Top of DATASET CONTENT
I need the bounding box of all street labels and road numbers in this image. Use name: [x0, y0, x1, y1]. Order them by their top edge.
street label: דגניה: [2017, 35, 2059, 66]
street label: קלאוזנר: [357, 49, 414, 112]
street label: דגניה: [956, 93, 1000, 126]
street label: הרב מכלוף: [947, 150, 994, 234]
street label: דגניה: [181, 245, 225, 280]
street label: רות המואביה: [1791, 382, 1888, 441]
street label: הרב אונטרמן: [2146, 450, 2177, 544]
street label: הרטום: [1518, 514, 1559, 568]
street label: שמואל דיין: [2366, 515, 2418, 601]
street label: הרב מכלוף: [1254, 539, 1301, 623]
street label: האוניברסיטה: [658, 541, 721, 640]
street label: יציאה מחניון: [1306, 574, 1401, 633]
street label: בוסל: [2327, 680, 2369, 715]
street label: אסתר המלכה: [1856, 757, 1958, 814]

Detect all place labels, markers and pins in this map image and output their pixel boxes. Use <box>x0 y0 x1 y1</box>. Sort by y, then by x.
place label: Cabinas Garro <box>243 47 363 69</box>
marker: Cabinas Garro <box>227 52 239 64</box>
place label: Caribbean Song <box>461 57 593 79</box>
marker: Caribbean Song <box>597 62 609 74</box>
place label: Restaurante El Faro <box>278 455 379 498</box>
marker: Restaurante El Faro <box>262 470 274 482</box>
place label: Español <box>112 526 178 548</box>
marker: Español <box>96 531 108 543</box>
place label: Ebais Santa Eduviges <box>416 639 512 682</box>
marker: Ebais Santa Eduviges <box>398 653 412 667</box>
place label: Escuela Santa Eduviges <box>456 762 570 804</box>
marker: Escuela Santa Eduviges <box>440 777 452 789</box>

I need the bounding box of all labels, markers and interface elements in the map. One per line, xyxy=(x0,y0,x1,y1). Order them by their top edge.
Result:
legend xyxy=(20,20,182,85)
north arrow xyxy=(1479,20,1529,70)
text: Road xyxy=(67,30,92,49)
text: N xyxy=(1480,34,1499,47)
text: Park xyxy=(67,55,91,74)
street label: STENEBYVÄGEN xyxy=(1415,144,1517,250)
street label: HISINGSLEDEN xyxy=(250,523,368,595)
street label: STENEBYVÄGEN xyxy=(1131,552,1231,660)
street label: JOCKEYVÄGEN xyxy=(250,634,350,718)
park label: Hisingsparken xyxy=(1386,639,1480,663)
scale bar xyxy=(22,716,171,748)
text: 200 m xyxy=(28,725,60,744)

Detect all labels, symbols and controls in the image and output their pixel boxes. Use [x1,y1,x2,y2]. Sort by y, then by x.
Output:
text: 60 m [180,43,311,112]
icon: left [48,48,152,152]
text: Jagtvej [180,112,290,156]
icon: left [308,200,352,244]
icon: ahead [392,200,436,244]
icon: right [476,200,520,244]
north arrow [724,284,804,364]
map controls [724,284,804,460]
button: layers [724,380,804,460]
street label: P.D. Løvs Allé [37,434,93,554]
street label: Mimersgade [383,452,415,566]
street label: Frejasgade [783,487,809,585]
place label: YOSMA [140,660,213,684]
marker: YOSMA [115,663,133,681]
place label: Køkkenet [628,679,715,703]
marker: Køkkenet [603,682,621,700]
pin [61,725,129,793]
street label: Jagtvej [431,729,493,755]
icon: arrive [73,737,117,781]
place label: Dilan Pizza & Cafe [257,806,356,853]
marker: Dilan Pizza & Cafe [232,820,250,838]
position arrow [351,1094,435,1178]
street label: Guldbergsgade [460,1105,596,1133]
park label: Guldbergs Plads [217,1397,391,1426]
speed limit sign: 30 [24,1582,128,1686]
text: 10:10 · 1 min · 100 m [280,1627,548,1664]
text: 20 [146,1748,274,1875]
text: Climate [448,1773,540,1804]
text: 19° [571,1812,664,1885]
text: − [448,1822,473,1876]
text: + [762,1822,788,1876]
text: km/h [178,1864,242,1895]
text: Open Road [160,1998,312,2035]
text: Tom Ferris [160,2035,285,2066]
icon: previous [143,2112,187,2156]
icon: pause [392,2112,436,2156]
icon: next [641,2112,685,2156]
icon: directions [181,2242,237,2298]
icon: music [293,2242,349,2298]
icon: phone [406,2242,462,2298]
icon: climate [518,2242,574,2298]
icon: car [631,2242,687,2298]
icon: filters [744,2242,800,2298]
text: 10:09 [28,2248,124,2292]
Bottom of DATASET CONTENT
EXERCISE PROMPT: Please return the whole listing, line for line, exactly.

EXERCISE RESULT:
I need the bounding box of all street labels and road numbers in this image. Use name: [x0, y0, x1, y1]. Order them by their top edge.
street label: דגניה: [2017, 35, 2059, 66]
street label: קלאוזנר: [357, 49, 414, 112]
street label: דגניה: [956, 93, 1000, 126]
street label: הרב מכלוף: [947, 150, 994, 234]
street label: דגניה: [181, 245, 225, 280]
street label: רות המואביה: [1791, 382, 1888, 441]
street label: הרב אונטרמן: [2146, 450, 2177, 544]
street label: הרטום: [1518, 514, 1559, 568]
street label: שמואל דיין: [2366, 515, 2418, 601]
street label: הרב מכלוף: [1254, 539, 1301, 623]
street label: האוניברסיטה: [658, 541, 721, 640]
street label: יציאה מחניון: [1306, 574, 1401, 633]
street label: בוסל: [2327, 680, 2369, 715]
street label: אסתר המלכה: [1856, 757, 1958, 814]

Detect all place labels, markers and pins in this map image and output their pixel boxes. Use <box>x0 y0 x1 y1</box>. Sort by y, then by x.
place label: Cabinas Garro <box>243 47 363 69</box>
marker: Cabinas Garro <box>227 52 239 64</box>
place label: Caribbean Song <box>461 57 593 79</box>
marker: Caribbean Song <box>597 62 609 74</box>
place label: Restaurante El Faro <box>278 455 379 498</box>
marker: Restaurante El Faro <box>262 470 274 482</box>
place label: Español <box>112 526 178 548</box>
marker: Español <box>96 531 108 543</box>
place label: Ebais Santa Eduviges <box>416 639 512 682</box>
marker: Ebais Santa Eduviges <box>398 653 412 667</box>
place label: Escuela Santa Eduviges <box>456 762 570 804</box>
marker: Escuela Santa Eduviges <box>440 777 452 789</box>

I need the bounding box of all labels, markers and interface elements in the map. One per line, xyxy=(x0,y0,x1,y1). Order them by their top edge.
Result:
legend xyxy=(20,20,182,85)
north arrow xyxy=(1479,20,1529,70)
text: Road xyxy=(67,30,92,49)
text: N xyxy=(1480,34,1499,47)
text: Park xyxy=(67,55,91,74)
street label: STENEBYVÄGEN xyxy=(1415,144,1517,250)
street label: HISINGSLEDEN xyxy=(250,523,368,595)
street label: STENEBYVÄGEN xyxy=(1131,552,1231,660)
street label: JOCKEYVÄGEN xyxy=(250,634,350,718)
park label: Hisingsparken xyxy=(1386,639,1480,663)
scale bar xyxy=(22,716,171,748)
text: 200 m xyxy=(28,725,60,744)

Detect all labels, symbols and controls in the image and output their pixel boxes. Use [x1,y1,x2,y2]. Sort by y, then by x.
Output:
text: 60 m [180,43,311,112]
icon: left [48,48,152,152]
text: Jagtvej [180,112,290,156]
icon: left [308,200,352,244]
icon: ahead [392,200,436,244]
icon: right [476,200,520,244]
north arrow [724,284,804,364]
map controls [724,284,804,460]
button: layers [724,380,804,460]
street label: P.D. Løvs Allé [37,434,93,554]
street label: Mimersgade [383,452,415,566]
street label: Frejasgade [783,487,809,585]
place label: YOSMA [140,660,213,684]
marker: YOSMA [115,663,133,681]
place label: Køkkenet [628,679,715,703]
marker: Køkkenet [603,682,621,700]
pin [61,725,129,793]
street label: Jagtvej [431,729,493,755]
icon: arrive [73,737,117,781]
place label: Dilan Pizza & Cafe [257,806,356,853]
marker: Dilan Pizza & Cafe [232,820,250,838]
position arrow [351,1094,435,1178]
street label: Guldbergsgade [460,1105,596,1133]
park label: Guldbergs Plads [217,1397,391,1426]
speed limit sign: 30 [24,1582,128,1686]
text: 10:10 · 1 min · 100 m [280,1627,548,1664]
text: 20 [146,1748,274,1875]
text: Climate [448,1773,540,1804]
text: 19° [571,1812,664,1885]
text: − [448,1822,473,1876]
text: + [762,1822,788,1876]
text: km/h [178,1864,242,1895]
text: Open Road [160,1998,312,2035]
text: Tom Ferris [160,2035,285,2066]
icon: previous [143,2112,187,2156]
icon: pause [392,2112,436,2156]
icon: next [641,2112,685,2156]
icon: directions [181,2242,237,2298]
icon: music [293,2242,349,2298]
icon: phone [406,2242,462,2298]
icon: climate [518,2242,574,2298]
icon: car [631,2242,687,2298]
icon: filters [744,2242,800,2298]
text: 10:09 [28,2248,124,2292]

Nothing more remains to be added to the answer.